SteinDreamer: Variance Reduction for Text-to-3D Score Distillation via Stein Identity
We propose a control variate based solution to reducing variance for score distillation via Stein identity, allowing for arbitrary baseline functions.
摘要
评审与讨论
This work proposes a more general solution to reduce variance for score distillation, termed Stein Score Distillation (SSD). SSD incorporates control variates constructed by Stein identity, allowing for arbitrary baseline functions.

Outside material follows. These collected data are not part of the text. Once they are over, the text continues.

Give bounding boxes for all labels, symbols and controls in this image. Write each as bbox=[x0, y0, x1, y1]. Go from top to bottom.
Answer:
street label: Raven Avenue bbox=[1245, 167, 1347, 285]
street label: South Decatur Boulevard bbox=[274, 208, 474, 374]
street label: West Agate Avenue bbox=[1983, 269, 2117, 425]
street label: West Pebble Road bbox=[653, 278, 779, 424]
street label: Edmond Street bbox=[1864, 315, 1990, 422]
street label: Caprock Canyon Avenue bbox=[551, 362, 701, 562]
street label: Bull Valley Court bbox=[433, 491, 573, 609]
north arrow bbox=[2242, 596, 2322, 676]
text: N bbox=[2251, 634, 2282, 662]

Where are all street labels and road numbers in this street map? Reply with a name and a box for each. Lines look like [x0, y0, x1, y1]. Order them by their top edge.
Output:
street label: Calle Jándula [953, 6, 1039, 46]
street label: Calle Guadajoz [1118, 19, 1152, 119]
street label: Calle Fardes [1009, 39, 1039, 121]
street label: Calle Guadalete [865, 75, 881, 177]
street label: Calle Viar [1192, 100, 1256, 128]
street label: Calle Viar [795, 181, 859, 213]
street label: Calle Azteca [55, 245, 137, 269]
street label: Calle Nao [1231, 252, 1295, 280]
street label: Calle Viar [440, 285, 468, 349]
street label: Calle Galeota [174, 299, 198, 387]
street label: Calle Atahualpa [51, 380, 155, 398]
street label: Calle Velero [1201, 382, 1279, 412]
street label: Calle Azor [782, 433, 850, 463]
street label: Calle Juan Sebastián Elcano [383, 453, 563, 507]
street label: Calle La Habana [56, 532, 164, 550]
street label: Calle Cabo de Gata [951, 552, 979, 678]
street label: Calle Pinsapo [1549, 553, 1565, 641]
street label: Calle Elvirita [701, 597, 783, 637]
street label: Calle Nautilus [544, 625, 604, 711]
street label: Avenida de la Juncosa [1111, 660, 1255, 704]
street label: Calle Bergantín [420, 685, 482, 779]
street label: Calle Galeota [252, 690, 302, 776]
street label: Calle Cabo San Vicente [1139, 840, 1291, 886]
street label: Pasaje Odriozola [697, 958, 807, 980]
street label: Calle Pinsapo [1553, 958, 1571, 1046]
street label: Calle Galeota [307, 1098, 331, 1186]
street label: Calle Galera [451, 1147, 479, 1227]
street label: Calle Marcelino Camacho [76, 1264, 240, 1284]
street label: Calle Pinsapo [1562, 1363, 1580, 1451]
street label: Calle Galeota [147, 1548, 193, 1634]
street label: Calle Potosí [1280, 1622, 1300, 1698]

The experiment results demonstrate the effectiveness of the proposed method.
优点
- The paper is well-written.
- The experiments show that the results are better than the baselines.
- This work proposes to rethink the SDS/VSD in the way of variance, which is interesting.
- The idea is novel.
缺点
- My main concern is that why a lower variance during optimization is helpful for the final quality? Although there are some empirical results in Sec 3 show that there are some corelation between variance and generated quality, I think a more convincing justification should be given. Maybe a more detailed theoretical or intuitive explanation should be given.
- No quantitative results are given to compare the proposed method and baselines in terms of the visual quality.
问题
- How will the baseline function effects the final results? Since the Stein identity always holds, what is the relationship between the baseline function and the final performance?
- Can you show a 2D experiment? (Using SSD to directly optimize an image.) This will strengthen the effectiveness of SSD.
We thank Reviewer 4Z6k for appreciating our theoretical reevaluation of SDS and VSD. Regarding your questions, please see our detailed responses below:
1. Why a lower variance during optimization is helpful for the final quality?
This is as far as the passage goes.